Thinking about Kafka on New Year's Day

It's New Year's Day and for some reason my thoughts turn to Kafka. You'd think Sartre or Camus instead, right? all existentialist about the new decade and so on, but no, it's Kafka's books that are staring at me from my bookcase.

I read The Trial while I was still in university some three decades or so ago, and no book since has stayed with me to the same degree. Over the years since, I've read many interpretations of the work, and most interpretations and discussions dwell on asking “who is punishing him for what?” The big question for most people, (and university lecturers, apparently,) is what is he on trial for? - as if that were somehow a key to understanding the book.

I think they miss the point. I think I have an insight they don't. He had to pay the bills like anyone else, and though he hated it, he worked in insurance for some years. He understood very well the way human suffering (at one point, he assessed personal injury claims) is dealt with by reducing it to statistics and procedures.

I've worked in insurance myself. I've also had monumental battles with hospital administrations, worker's comp, and the family court system, and what he's captured perfectly is the experience of being the fly trapped in the machinations of bureaucracy, the icy heart of which allows each of the many cogs in its wheels to believe themselves not responsible, the way everyone only does their tiny bit, the next step in the procedure, then passes the file along to someone else, so there is never anyone who actually knows what it going on, no one is ever actually responsible for knowing or keeping track of the whole situation, the way it reaches a point where it truly doesn't matter anymore what the trial was about or where it started, it's only about getting through this next procedure, this next filing, this next day. That's what he's talking about, I'm sure of it. Bureaucracy as the ultimate evil.

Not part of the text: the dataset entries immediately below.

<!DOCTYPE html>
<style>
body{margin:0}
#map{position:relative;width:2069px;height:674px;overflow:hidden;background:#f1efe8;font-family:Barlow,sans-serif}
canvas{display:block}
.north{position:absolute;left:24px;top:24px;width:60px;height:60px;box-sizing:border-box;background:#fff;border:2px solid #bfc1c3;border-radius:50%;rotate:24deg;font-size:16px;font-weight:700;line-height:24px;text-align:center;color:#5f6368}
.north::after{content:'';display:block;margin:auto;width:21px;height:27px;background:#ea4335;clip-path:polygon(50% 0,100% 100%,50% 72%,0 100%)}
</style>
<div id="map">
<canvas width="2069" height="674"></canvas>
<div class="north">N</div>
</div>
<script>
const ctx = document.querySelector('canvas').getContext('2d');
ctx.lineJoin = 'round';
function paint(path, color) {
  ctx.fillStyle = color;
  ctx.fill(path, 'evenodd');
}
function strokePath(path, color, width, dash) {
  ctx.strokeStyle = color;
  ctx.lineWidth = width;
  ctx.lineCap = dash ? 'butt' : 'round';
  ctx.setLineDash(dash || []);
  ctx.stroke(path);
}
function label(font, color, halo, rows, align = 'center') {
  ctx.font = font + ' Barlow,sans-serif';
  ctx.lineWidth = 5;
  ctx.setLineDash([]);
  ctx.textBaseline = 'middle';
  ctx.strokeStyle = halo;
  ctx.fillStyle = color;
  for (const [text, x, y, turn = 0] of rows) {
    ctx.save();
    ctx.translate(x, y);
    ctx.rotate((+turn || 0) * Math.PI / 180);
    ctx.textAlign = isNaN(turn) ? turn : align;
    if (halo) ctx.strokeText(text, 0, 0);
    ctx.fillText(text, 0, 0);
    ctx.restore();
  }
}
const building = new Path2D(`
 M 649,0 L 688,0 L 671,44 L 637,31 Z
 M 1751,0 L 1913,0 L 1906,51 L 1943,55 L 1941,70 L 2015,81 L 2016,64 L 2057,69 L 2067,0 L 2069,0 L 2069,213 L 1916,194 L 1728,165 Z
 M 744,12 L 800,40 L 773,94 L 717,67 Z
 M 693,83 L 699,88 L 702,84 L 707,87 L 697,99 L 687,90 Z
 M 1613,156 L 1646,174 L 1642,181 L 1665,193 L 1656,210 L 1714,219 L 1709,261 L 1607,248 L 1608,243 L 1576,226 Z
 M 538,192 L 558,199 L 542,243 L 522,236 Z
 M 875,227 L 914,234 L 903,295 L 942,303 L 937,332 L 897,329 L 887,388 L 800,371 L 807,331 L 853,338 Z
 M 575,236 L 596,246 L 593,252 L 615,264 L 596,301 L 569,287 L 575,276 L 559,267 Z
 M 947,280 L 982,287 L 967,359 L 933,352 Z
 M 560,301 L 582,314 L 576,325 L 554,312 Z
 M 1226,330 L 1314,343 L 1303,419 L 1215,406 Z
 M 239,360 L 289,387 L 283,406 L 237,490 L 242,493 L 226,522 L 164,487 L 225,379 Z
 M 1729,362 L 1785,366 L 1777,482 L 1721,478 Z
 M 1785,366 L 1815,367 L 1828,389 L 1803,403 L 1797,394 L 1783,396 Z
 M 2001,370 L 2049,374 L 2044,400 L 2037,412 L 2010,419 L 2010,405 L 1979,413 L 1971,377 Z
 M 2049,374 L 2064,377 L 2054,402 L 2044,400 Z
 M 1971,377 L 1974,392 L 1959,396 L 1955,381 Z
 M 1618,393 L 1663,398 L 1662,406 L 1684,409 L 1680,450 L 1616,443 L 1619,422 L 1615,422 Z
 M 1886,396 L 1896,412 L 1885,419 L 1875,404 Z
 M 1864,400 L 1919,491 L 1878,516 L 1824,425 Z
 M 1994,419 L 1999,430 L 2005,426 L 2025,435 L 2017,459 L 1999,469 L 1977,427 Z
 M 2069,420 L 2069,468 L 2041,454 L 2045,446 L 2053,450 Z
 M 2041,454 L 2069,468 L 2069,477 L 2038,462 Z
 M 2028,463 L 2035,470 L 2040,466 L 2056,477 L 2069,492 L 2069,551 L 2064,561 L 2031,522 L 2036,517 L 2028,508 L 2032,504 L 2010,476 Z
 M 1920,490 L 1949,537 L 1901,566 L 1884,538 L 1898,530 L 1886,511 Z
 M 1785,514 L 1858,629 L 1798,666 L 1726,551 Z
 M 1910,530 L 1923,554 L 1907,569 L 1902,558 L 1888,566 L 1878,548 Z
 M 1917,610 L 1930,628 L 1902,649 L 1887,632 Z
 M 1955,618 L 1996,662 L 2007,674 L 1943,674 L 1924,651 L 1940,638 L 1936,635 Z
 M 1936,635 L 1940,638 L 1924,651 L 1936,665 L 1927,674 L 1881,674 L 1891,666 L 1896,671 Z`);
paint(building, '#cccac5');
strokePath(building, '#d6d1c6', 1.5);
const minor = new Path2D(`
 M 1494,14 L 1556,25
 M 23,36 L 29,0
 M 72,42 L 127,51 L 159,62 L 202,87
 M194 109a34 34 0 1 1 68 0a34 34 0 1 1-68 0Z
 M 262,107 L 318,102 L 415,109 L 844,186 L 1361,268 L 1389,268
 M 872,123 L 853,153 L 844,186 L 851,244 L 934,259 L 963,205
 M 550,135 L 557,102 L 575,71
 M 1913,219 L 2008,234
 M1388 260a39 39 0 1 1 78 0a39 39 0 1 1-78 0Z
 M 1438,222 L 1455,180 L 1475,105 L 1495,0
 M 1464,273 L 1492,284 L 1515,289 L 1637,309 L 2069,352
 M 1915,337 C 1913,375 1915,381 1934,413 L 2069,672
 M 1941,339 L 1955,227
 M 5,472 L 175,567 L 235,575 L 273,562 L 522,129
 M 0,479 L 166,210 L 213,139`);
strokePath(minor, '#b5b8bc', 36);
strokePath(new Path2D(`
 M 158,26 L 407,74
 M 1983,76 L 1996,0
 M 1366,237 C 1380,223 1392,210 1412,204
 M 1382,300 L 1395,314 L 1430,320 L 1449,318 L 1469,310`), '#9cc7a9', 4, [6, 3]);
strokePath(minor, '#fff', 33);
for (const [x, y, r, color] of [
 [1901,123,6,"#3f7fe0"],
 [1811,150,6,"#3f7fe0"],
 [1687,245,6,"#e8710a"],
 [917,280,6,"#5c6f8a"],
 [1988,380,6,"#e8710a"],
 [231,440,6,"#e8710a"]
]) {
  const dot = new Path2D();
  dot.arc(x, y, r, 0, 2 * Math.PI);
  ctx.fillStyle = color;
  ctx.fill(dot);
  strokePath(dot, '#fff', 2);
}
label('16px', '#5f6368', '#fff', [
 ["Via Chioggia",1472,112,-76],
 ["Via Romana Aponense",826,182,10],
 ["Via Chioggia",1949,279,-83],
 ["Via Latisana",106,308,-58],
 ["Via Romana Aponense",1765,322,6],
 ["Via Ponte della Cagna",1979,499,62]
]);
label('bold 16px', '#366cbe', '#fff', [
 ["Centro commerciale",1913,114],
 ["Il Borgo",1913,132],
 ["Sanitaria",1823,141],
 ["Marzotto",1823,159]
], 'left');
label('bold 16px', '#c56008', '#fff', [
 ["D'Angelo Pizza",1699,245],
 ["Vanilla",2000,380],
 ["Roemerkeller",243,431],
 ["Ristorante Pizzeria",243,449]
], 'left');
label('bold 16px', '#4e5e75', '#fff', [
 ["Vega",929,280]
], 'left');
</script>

I've only read Kafka in German and French, as it happens, (books bought during my uni days,) and while the French is rather interesting, I think the German, which was Kafka's language, with its very concrete nature, is intrinsically suited to the depiction of that icy heart of bureaucracy. In our modern era, we now believe that Kafka suffered from social anxiety and clinical depression - is that how he was able to see all of this so clearly? I read a review of a biography of Byron recently, where the thought was posited that, in this day and age, he would have simply been pharmaceutically treated for his obvious sexual addiction - and perhaps silenced, because isn't that where his greatest work came from? Are we muzzling a generation of great artists and thinkers with Effexor and Paxil? I think we might. I teach creative writing courses, and I will often tell my students, we do this because we can't afford therapy...

In very fitting coda to this whole piece, the Onion's Business Week report named Prague's Franz Kafka Airport as the most alienating in the world - I get all my news from the Onion!